Cloud technologies have played a large role in keeping federal agencies going since the onset of the COVID-19 pandemic. “The ability to work remotely in a virtual and secure environment is more important than ever. The use of cloud technologies has helped the government be more resilient and shift to these new ways of work,” said Ashley Mahan, Acting Assistant Commissioner, Technology Transformation Services at GSA. While agencies embrace the cloud at an increasingly fast pace, they need to ask who is responsible for their data protection within the cloud.
According to a study done by MeriTalk in conjunction with Affigent and Dell Technologies, twenty percent of respondents believe that the responsibility for protecting multiple workloads running in multiple clouds resides with the cloud service providers. However, this is not always the case. In many situations, the vendor does not guarantee the security of the data. For this reason – not to mention the constant attacks launched against agencies – data protection in the cloud must be top of mind for agencies as they move more workloads and applications to the cloud.

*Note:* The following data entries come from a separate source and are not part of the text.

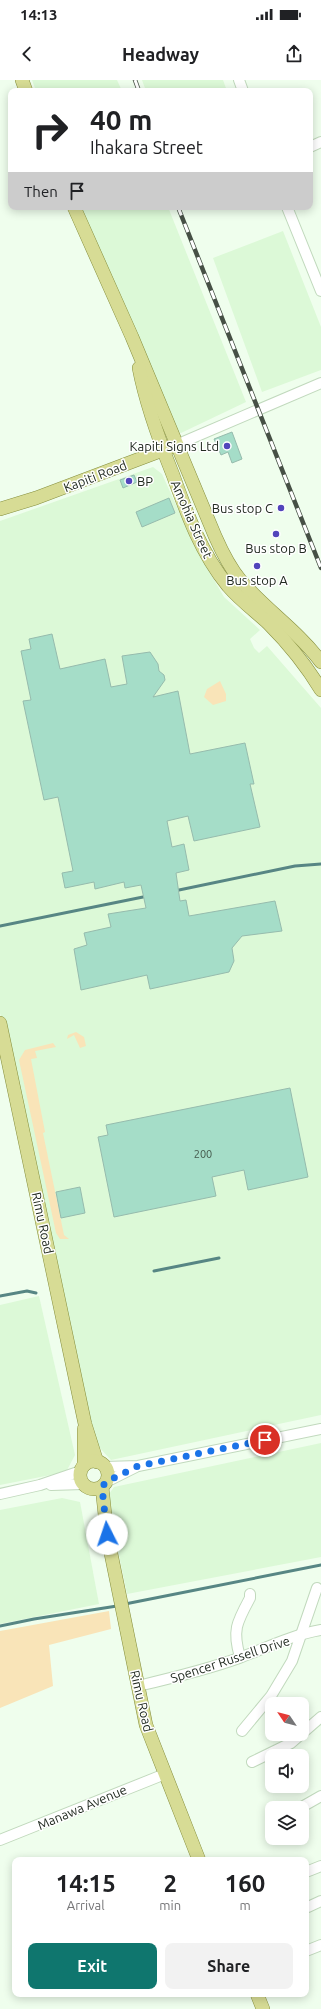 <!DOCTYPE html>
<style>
:root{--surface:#fff;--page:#f2f2f2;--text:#202124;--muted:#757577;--accent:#0f766e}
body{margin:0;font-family:Ubuntu,sans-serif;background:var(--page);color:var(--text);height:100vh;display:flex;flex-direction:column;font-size:15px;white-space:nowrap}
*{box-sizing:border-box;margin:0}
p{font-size:13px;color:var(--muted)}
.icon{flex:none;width:22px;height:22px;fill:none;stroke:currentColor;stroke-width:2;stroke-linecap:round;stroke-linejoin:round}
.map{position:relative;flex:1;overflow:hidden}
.sheet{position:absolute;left:12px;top:1777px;width:297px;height:140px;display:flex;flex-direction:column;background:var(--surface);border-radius:8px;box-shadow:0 2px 10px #0003}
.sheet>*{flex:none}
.guide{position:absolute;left:8px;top:8px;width:305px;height:122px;border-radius:8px;box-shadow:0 2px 10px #0003;background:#fff;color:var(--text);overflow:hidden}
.needle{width:26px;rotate:305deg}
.controls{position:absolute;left:265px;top:1617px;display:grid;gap:8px}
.controls a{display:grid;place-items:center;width:44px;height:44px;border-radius:8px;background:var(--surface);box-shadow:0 2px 10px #0003;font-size:20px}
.pin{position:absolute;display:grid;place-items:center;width:34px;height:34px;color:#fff;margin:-17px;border:2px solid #fff;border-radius:50%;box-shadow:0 1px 4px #0007}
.me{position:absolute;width:44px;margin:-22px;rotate:356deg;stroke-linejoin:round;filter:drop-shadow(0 0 3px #0008)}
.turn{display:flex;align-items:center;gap:14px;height:84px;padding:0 16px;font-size:18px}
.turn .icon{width:52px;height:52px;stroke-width:2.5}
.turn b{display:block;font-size:28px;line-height:34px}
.then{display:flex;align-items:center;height:38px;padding:0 16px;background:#0003;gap:8px;font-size:15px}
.eta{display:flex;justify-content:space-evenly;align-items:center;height:68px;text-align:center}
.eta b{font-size:24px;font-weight:700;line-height:28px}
.action{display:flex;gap:8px;margin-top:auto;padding:8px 16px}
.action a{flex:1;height:46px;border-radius:8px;background:var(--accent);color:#fff;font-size:16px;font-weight:700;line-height:46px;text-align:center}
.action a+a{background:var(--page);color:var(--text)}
.status{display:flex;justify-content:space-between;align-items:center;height:28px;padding:0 20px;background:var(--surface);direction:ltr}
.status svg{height:11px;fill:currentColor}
header{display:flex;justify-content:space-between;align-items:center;height:52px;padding:0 16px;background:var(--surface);font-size:18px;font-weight:700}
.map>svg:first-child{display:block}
.built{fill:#dcf9d7}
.green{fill:#f9e4b8}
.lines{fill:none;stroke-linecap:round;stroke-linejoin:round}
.stream{stroke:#578684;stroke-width:3}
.building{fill:#a5ddc8;stroke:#96bbad}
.minor-casing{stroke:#c1d9bd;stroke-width:12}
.major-casing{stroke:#868f3e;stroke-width:14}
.minor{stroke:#fff;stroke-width:10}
.major{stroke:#d7dc95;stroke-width:13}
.rail-casing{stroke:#465045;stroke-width:4.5}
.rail{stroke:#fff;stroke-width:3;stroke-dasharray:9;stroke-linecap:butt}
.route{stroke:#1a73e8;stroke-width:7;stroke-dasharray:0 12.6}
.poi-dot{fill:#5144bb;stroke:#fff;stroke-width:1.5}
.labels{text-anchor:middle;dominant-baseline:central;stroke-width:3;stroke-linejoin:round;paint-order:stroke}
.number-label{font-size:11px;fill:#43584b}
.poi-label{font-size:13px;fill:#222b21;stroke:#fff;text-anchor:end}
.street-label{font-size:13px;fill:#222b21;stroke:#fff}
</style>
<div class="status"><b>14:13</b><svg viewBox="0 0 49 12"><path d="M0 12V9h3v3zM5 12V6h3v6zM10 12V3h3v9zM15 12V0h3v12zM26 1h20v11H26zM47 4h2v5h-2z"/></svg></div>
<header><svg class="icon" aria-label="back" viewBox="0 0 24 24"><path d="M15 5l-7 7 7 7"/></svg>Headway<svg class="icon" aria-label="share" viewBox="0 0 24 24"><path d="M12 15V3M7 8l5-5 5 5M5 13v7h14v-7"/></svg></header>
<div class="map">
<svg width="321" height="1929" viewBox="0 0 321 1929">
<rect width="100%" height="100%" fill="#effeed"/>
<!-- built -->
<g class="built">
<path d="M32,0H117L122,11H36Z"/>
<path d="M142,0H223L227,11H146Z"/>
<path d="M81,127H168L246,322L181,353L173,349Z"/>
<path d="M283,151L321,247V290L262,312L213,178Z"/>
<path d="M153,387L162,394L196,469L224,517L260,550L250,559L254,568L259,573L267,566L321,628V1335L111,1380L97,1365L56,1205L0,933V441Z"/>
<path d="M39,1216L75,1375L66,1392L0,1405V1225Z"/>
<path d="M321,1363V1477L127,1514L107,1417L114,1407Z"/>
<path d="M62,1418L80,1422L99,1524L0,1544V1430Z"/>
</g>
<!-- green -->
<g class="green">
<path d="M220,601L226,614V621L213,625L204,617L207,609Z"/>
<path d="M76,952L84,957L86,966L80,968L74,955L67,959L68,955Z"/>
<path d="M53,963L56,967L35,971L37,978L31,979L45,1052L43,1053L64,1155L69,1159H60L56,1153L19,980L25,970Z"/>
<path d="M109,1531L111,1549L49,1565L53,1606L0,1628V1551Z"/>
</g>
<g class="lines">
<!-- stream -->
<g class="stream">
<path d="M179,810L295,786L321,784"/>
<path d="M0,846L143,817"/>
<path d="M154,1191L219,1178"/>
<path d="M0,1216L27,1211L36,1213"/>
<path d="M125,1524L321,1485"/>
<path d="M0,1546L34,1539L117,1526"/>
</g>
</g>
<!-- building -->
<g class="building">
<path d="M232,352L242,379L232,383L228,372L221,375L214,359Z"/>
<path d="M134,395L137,402L123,408L120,400Z"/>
<path d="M169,418L175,433L142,447L136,432Z"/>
<path d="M52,554L60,589L105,579L111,607L127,604L122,576L150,572L158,584L159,591L164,595L165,600L153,617L178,611L190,674L245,663L254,704H250L260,747L194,761L188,736L167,741L172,767L184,764L189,790L176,793L180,821L186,820L189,836L275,821L282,851L242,856L232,868L234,881L229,892L150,909L147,895L81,910L74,869L87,865L84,853L111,847L108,834L146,828L141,805L125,808L124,802L95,809L94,802L65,808L62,793L73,791L58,717L44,720L23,621L31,620L21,571L31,569L29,559Z"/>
<path d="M290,1008L308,1097L248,1110L244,1090L212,1097L216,1116L114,1137L98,1057L108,1055L106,1045Z"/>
<path d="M80,1107L85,1133L61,1138L56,1112Z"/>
</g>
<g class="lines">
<defs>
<g id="minor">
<path d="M239,0L243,11"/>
<path d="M310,67L321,62"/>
<path d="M287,127L321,211"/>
<path d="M176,365L321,303"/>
<path d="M105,1387L138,1386L321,1349"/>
<path d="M106,1402L136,1387"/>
<path d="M51,1405L83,1404"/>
<path d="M0,1414L40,1405L81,1391"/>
<path d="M240,1577C232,1550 237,1542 250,1518V1514"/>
<path d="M138,1606C172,1598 206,1590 239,1578C266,1568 292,1555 321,1550"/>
<path d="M242,1651L271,1616L292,1581L317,1508"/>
<path d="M252,1682L291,1663L321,1637"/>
<path d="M300,1728L321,1716"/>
<path d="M0,1760L165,1694"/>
<path d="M306,1792L321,1786"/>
<path d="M308,1827L321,1821"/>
<path d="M306,1871L321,1865"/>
</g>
<g id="major">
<path d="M22,0L26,11"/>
<path d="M74,127L132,257L215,456C222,472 230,488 241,501C266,530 298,551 321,582"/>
<path d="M139,288C146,325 159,360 173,395C187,434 201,473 228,506C240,520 255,531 268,543C289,564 306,585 321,610"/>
<path d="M0,429L36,418L171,367"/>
<path d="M0,943L85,1344L97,1382"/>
<circle cx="94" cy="1395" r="14"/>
<path d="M84,1385V1349"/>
<path d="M102,1407L107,1454L146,1645L199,1780"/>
<path d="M257,1914L263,1929"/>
</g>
</defs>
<!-- minor casing -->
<use href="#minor" class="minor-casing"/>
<!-- major casing -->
<use href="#major" class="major-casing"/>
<!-- minor -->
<use href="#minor" class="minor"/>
<!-- major -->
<use href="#major" class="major"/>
<defs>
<g id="rail">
<path d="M135,0L139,11"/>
<path d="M178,127L321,488"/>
</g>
</defs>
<!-- rail casing -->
<use href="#rail" class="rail-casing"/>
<!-- rail -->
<use href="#rail" class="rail"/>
</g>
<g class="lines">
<!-- route -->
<path class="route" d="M107,1454L102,1407L106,1402L138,1386L265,1360"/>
</g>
<!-- markers -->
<g class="poi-dot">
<circle cx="227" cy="366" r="4"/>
<circle cx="129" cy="401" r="4"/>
<circle cx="281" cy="428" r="4"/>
<circle cx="276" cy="454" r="4"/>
<circle cx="257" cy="486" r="4"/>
</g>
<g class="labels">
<!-- number labels -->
<g class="number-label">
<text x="203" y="1074">200</text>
</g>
<!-- poi labels -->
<g class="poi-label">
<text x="219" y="366">Kapiti Signs Ltd</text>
<text x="137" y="401" text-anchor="start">BP</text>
<text x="273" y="428">Bus stop C</text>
<text x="276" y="468" text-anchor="middle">Bus stop B</text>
<text x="257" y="500" text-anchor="middle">Bus stop A</text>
</g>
<!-- street labels -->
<g class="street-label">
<text transform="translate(95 396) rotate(-21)">Kapiti Road</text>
<text transform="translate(192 439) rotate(66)">Amohia Street</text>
<text transform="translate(43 1143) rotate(78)">Rimu Road</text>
<text transform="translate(230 1579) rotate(-18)">Spencer Russell Drive</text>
<text transform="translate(142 1621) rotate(77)">Rimu Road</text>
<text transform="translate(82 1727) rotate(-23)">Manawa Avenue</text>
</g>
</g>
</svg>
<div class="controls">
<a><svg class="needle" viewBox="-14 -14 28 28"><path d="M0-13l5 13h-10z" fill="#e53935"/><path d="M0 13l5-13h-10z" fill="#757577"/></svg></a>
<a><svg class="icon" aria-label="sound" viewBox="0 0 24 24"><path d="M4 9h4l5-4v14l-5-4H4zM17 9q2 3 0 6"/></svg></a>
<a><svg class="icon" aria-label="layers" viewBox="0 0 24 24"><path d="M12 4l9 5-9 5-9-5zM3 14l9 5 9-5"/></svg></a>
</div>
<div class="pin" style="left:265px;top:1360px;background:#d93025"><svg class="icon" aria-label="arrive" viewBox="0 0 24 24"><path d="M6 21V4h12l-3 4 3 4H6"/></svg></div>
<svg class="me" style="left:107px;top:1454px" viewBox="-20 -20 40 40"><circle r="19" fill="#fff"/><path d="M0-13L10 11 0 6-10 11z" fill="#1a73e8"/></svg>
<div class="guide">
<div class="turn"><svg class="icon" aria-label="right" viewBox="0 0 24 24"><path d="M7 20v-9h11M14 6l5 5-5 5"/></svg><div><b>40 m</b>Ihakara Street</div></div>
<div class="then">Then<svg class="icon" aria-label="arrive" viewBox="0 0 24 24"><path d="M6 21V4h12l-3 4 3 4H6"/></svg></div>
</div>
<section class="sheet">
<div class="eta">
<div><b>14:15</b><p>Arrival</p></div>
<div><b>2</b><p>min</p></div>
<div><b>160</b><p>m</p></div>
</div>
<div class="action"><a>Exit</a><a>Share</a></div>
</section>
</div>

Paul Mitchell, Dell EMC’s Field CTO for Data Protection Solutions, is charged with educating about cloud data protection. Mitchell said that from an agency standpoint, “cloud vendors use a shared responsibility model.” The division of security between the agency and the vendor in a shared responsibility model is “security in the cloud” versus “security of the cloud.” The agency’s responsibility can vary depending on which services they select from the vendor, but a large responsibility is securing their own data in the cloud. Whereas, the vendor is responsible for the protection of the infrastructure, such as, the hardware, software, networking, and facilities of the cloud.

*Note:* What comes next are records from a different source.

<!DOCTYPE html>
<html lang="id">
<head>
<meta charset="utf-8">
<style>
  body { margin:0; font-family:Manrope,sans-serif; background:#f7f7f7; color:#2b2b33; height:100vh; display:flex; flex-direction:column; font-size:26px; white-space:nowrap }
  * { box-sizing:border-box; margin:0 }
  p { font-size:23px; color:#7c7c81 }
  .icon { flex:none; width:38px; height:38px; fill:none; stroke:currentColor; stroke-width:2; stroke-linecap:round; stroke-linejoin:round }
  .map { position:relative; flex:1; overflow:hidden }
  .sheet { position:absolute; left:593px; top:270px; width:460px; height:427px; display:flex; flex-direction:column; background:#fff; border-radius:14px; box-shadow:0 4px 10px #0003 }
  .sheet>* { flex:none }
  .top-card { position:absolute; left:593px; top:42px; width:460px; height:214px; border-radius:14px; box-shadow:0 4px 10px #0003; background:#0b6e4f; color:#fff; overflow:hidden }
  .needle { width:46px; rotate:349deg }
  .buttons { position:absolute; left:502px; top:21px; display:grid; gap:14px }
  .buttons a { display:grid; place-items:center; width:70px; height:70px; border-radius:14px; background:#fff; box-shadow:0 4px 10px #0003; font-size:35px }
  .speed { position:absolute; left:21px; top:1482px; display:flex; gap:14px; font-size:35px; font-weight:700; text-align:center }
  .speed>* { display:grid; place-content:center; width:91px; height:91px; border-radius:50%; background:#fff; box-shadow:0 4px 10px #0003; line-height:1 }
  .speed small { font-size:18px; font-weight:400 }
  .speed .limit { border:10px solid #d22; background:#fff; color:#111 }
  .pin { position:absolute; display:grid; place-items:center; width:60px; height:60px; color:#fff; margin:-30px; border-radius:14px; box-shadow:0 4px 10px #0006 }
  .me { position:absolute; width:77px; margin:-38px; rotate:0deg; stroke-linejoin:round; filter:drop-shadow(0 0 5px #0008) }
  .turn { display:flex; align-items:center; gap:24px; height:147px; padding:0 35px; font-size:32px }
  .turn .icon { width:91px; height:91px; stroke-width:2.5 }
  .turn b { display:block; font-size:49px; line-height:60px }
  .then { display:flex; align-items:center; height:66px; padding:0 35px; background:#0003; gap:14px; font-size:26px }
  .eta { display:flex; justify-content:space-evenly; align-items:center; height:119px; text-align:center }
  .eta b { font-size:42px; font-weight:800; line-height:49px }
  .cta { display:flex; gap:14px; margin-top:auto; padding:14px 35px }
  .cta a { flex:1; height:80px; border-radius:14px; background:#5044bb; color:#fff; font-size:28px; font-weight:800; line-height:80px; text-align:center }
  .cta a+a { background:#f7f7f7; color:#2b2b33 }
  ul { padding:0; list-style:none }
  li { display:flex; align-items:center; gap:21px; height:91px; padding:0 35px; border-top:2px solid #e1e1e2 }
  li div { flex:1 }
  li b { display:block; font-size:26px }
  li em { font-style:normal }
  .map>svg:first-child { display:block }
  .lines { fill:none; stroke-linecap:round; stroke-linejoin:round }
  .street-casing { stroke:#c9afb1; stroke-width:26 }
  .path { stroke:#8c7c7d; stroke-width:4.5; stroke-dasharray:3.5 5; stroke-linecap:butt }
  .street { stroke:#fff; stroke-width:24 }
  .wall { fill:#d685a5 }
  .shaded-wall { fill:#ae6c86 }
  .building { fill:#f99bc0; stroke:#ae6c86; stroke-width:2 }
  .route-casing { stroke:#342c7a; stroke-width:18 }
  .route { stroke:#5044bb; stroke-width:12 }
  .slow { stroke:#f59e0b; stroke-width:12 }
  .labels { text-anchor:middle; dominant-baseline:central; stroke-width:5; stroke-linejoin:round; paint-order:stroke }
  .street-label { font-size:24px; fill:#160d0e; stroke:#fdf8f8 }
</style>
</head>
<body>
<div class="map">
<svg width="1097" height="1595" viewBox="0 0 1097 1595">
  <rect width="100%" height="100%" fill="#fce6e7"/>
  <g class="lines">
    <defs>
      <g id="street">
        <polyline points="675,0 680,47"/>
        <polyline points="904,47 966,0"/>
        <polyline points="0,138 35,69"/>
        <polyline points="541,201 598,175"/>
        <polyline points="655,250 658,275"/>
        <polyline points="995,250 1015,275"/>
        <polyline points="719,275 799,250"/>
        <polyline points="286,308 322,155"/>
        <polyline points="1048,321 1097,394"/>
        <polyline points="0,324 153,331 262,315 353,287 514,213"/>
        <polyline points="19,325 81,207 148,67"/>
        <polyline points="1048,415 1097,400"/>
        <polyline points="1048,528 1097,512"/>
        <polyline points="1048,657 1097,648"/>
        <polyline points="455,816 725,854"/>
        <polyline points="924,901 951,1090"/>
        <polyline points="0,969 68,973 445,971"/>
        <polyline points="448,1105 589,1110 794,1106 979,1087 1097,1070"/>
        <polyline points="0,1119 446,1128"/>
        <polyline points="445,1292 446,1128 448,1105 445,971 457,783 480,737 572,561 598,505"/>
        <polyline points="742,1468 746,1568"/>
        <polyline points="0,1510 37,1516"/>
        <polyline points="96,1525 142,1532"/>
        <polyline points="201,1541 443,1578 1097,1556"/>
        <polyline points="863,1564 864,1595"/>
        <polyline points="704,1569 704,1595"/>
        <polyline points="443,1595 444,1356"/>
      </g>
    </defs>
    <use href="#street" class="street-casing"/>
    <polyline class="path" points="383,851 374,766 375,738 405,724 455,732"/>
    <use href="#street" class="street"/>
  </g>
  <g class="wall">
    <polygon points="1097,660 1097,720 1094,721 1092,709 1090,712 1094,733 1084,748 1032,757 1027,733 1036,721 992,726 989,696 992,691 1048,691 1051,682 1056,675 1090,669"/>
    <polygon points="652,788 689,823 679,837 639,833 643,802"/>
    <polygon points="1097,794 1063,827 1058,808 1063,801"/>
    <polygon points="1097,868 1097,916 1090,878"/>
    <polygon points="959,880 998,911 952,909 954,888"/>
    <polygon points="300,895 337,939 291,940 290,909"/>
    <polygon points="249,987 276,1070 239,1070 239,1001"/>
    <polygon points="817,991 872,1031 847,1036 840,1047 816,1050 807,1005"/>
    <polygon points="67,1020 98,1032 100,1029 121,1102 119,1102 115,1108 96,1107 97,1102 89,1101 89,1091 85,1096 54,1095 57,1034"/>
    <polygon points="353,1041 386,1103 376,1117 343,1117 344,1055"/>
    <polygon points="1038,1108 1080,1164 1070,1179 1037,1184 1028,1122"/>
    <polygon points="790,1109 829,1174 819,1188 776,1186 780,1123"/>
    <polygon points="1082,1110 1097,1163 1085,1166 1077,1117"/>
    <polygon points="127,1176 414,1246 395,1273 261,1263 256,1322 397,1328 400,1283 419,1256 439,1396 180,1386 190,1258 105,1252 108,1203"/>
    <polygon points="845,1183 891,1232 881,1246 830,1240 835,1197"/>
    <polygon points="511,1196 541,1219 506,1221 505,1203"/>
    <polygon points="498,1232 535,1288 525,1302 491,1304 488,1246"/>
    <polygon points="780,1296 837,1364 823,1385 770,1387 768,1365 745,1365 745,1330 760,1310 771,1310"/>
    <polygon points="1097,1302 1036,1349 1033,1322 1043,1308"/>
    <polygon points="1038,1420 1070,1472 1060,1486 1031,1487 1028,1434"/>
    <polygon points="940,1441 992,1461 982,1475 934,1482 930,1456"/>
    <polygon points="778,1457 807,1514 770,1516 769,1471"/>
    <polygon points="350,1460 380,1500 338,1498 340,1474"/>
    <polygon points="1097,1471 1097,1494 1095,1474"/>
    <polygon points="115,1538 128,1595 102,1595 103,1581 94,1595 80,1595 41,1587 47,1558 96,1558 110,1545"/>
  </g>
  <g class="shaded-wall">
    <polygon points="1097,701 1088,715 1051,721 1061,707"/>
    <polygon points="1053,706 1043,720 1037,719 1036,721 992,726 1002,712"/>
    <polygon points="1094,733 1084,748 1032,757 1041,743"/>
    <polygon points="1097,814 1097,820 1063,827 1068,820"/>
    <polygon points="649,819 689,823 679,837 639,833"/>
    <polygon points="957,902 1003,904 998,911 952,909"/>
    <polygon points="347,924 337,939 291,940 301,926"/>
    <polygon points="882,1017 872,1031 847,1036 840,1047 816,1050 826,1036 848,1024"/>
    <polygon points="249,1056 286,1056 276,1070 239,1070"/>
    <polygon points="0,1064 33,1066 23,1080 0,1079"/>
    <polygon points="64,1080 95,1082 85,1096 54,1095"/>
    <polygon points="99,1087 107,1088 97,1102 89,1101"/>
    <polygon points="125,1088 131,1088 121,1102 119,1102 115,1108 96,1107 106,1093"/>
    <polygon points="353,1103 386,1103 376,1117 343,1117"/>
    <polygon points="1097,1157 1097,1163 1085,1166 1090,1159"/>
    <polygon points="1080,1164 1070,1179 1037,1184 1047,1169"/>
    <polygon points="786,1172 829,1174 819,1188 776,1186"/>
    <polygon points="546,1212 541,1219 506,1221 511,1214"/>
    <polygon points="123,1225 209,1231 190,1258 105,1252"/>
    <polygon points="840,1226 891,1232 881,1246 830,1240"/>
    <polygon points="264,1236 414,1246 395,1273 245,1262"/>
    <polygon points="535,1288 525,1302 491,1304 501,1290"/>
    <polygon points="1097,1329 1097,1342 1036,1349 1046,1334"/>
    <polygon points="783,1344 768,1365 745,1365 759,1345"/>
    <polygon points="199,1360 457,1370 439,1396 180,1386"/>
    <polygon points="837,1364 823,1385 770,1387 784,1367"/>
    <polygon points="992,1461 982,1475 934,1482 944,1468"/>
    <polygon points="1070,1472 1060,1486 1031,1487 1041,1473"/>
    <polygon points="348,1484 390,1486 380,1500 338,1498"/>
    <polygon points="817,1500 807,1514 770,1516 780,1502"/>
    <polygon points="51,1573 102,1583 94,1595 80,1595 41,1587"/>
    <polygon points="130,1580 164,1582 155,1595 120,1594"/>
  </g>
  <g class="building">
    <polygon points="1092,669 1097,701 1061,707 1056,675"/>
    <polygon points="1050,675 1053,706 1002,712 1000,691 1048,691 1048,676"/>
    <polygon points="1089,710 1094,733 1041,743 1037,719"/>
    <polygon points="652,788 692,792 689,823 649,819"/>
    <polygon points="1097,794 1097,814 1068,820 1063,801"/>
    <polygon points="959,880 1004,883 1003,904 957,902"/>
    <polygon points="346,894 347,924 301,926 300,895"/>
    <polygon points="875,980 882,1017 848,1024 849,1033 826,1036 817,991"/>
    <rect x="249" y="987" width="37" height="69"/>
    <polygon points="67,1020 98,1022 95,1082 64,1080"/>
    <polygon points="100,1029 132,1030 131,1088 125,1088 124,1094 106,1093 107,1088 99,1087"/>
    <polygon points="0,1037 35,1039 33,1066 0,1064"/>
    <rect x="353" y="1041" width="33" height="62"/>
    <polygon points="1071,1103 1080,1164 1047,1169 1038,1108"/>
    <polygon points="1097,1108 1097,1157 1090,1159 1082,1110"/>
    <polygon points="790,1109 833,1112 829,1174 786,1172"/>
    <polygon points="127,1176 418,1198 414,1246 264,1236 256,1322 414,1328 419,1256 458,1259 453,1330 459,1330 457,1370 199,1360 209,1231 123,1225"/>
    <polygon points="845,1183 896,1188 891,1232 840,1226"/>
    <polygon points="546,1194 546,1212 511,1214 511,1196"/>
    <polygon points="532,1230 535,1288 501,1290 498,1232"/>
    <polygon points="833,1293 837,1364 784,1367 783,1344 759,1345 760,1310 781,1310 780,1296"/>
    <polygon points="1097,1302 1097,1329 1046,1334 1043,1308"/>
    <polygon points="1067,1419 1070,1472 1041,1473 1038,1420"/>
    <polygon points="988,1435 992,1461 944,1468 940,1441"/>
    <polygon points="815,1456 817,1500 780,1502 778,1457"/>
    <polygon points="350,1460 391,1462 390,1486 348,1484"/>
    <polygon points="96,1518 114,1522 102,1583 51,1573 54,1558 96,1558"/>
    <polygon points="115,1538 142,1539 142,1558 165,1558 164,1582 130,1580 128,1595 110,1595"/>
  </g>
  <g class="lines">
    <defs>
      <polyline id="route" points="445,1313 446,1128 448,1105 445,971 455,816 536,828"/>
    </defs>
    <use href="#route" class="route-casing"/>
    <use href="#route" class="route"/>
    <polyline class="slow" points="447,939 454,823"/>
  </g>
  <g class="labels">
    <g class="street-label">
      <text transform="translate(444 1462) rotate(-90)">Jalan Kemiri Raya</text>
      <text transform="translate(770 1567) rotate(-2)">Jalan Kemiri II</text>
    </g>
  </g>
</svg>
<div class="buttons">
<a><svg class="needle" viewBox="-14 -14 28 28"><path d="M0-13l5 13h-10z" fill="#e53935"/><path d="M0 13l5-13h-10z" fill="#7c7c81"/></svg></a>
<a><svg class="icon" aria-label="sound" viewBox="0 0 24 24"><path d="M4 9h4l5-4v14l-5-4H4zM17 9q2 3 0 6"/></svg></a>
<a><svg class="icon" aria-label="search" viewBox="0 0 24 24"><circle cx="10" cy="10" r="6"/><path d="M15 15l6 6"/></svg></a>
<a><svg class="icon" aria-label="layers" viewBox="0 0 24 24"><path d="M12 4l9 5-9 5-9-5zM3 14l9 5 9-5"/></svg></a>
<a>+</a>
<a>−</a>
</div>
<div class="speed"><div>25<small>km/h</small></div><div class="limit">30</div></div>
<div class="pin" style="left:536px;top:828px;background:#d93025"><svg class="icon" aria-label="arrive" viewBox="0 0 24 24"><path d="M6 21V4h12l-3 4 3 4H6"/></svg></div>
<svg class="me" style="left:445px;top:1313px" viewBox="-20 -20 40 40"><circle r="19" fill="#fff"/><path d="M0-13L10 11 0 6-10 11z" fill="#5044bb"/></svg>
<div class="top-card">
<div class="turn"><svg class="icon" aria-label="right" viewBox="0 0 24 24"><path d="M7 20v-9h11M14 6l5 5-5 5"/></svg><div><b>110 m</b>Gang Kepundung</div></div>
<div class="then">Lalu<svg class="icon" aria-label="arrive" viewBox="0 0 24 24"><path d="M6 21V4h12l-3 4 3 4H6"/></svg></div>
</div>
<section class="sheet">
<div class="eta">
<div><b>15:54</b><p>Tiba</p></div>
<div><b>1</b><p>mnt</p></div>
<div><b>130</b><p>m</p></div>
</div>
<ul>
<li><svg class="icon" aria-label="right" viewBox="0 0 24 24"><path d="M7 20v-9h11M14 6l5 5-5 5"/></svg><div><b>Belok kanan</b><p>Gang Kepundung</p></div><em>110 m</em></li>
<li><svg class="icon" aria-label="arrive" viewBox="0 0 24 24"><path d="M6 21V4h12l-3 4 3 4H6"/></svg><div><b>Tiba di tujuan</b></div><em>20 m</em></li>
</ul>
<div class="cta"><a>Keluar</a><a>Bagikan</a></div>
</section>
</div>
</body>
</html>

Gartner research shows that unstructured data is growing between 30–60 percent year over year and by 2024, 50 percent of global unstructured data will be deployed as software defined storage, up less than 20 percent in 2020. By partnering with industry experts, agencies can successfully protect unstructured data better in the cloud. Mitchell commented that, with a single cloud solution to protect the data, agencies can optimize their investment by “using object storage, which happens to be the lowest and the cheapest common denominator in any other public cloud,” to manage the unstructured data. Other benefits include a flexible solution that meets compliance and security mandates.
As federal agencies continue their IT modernization journeys, it is importance to keep data protection top of mind. While security may be an assumption when partnering with a cloud vendor, agencies need to carefully consider partners and be vigilant when it comes to protecting their data from threats.